Set down the full listing exactly as given. Any pictures are to be left out.

::::::::

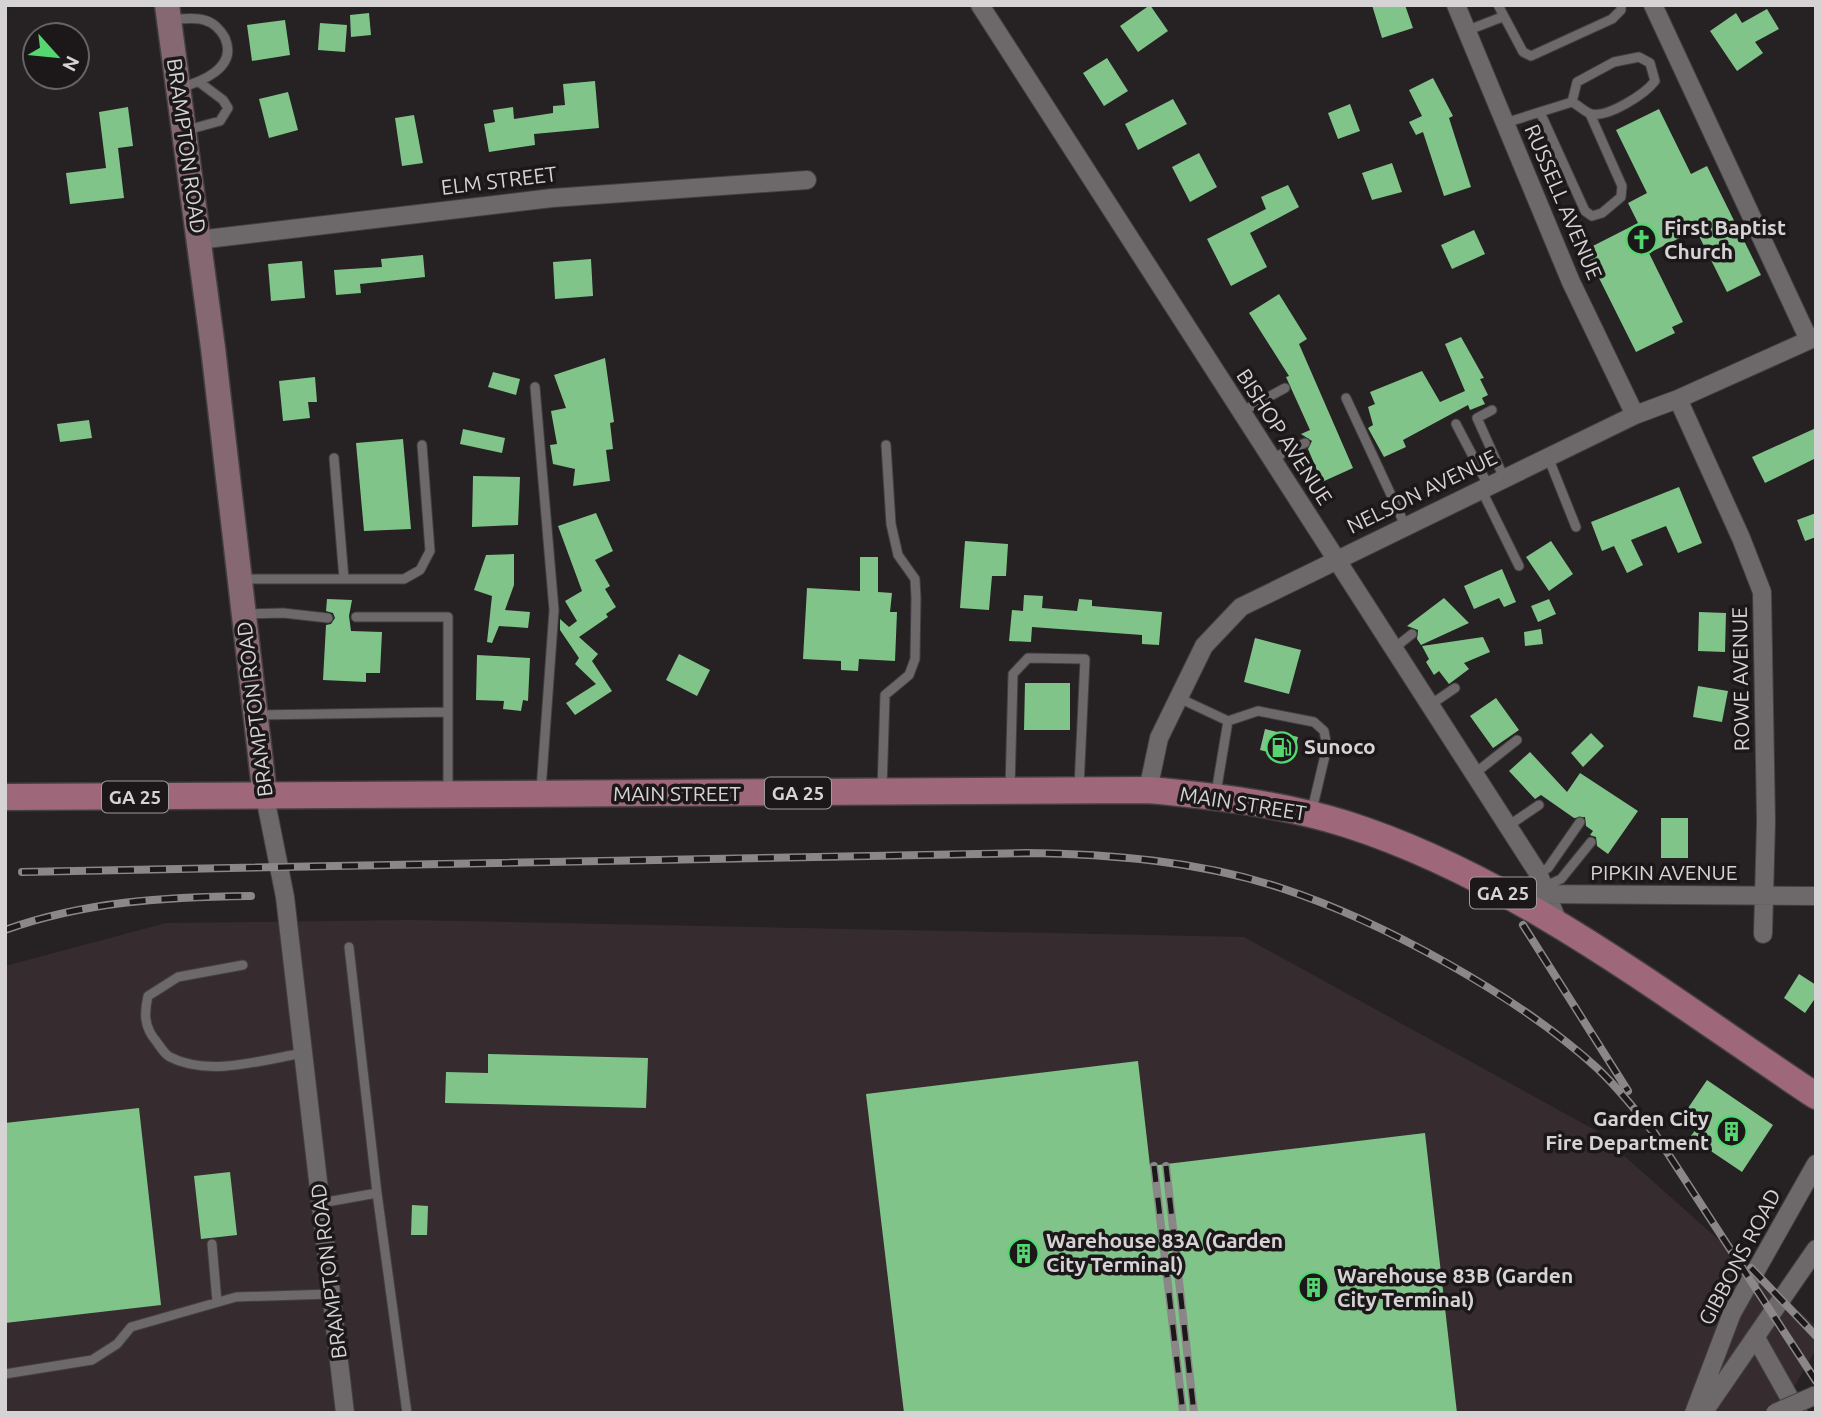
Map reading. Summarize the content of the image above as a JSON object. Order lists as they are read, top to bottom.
{
  "streets": {
    "main road": ["BRAMPTON ROAD", "GA 25", "MAIN STREET"],
    "street": [
      "ELM STREET",
      "RUSSELL AVENUE",
      "BISHOP AVENUE",
      "NELSON AVENUE",
      "ROWE AVENUE",
      "PIPKIN AVENUE",
      "GIBBONS ROAD"
    ]
  },
  "crossings": [
    ["BRAMPTON ROAD", "ELM STREET"],
    ["BRAMPTON ROAD", "MAIN STREET"],
    ["RUSSELL AVENUE", "NELSON AVENUE"],
    ["BISHOP AVENUE", "NELSON AVENUE"],
    ["BISHOP AVENUE", "MAIN STREET"],
    ["BISHOP AVENUE", "PIPKIN AVENUE"],
    ["NELSON AVENUE", "ROWE AVENUE"],
    ["NELSON AVENUE", "MAIN STREET"],
    ["ROWE AVENUE", "PIPKIN AVENUE"],
    ["MAIN STREET", "PIPKIN AVENUE"]
  ],
  "places": {
    "church": ["First Baptist Church"],
    "fuel station": ["Sunoco"],
    "building": ["Garden City Fire Department", "Warehouse 83A (Garden City Terminal)", "Warehouse 83B (Garden City Terminal)"]
  },
  "north": "bottom right"
}
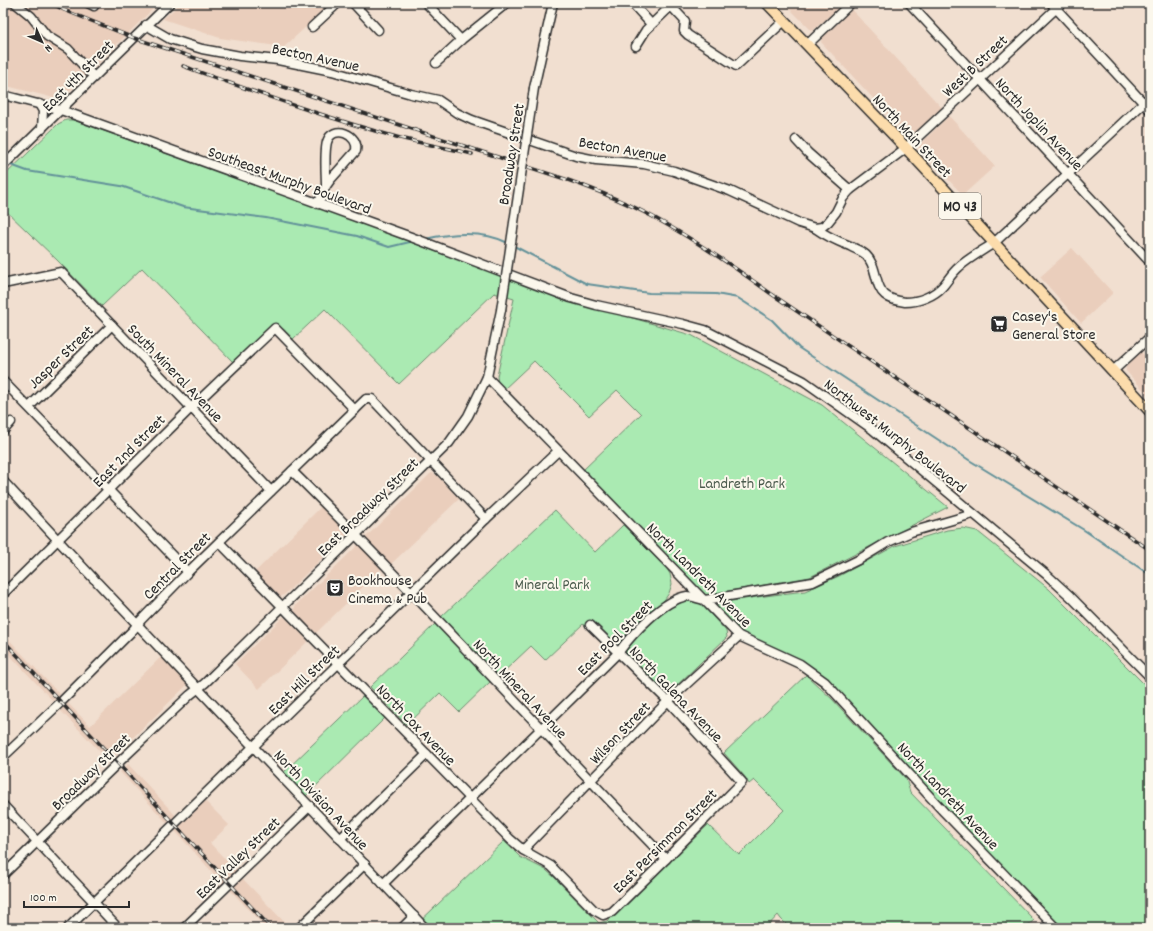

::::::::

TASK OUTPUT:
Map reading. Summarize the content of the image above as a JSON object. Order lists as they are read, top to bottom.
{
  "streets": {
    "main road": ["BRAMPTON ROAD", "GA 25", "MAIN STREET"],
    "street": [
      "ELM STREET",
      "RUSSELL AVENUE",
      "BISHOP AVENUE",
      "NELSON AVENUE",
      "ROWE AVENUE",
      "PIPKIN AVENUE",
      "GIBBONS ROAD"
    ]
  },
  "crossings": [
    ["BRAMPTON ROAD", "ELM STREET"],
    ["BRAMPTON ROAD", "MAIN STREET"],
    ["RUSSELL AVENUE", "NELSON AVENUE"],
    ["BISHOP AVENUE", "NELSON AVENUE"],
    ["BISHOP AVENUE", "MAIN STREET"],
    ["BISHOP AVENUE", "PIPKIN AVENUE"],
    ["NELSON AVENUE", "ROWE AVENUE"],
    ["NELSON AVENUE", "MAIN STREET"],
    ["ROWE AVENUE", "PIPKIN AVENUE"],
    ["MAIN STREET", "PIPKIN AVENUE"]
  ],
  "places": {
    "church": ["First Baptist Church"],
    "fuel station": ["Sunoco"],
    "building": ["Garden City Fire Department", "Warehouse 83A (Garden City Terminal)", "Warehouse 83B (Garden City Terminal)"]
  },
  "north": "bottom right"
}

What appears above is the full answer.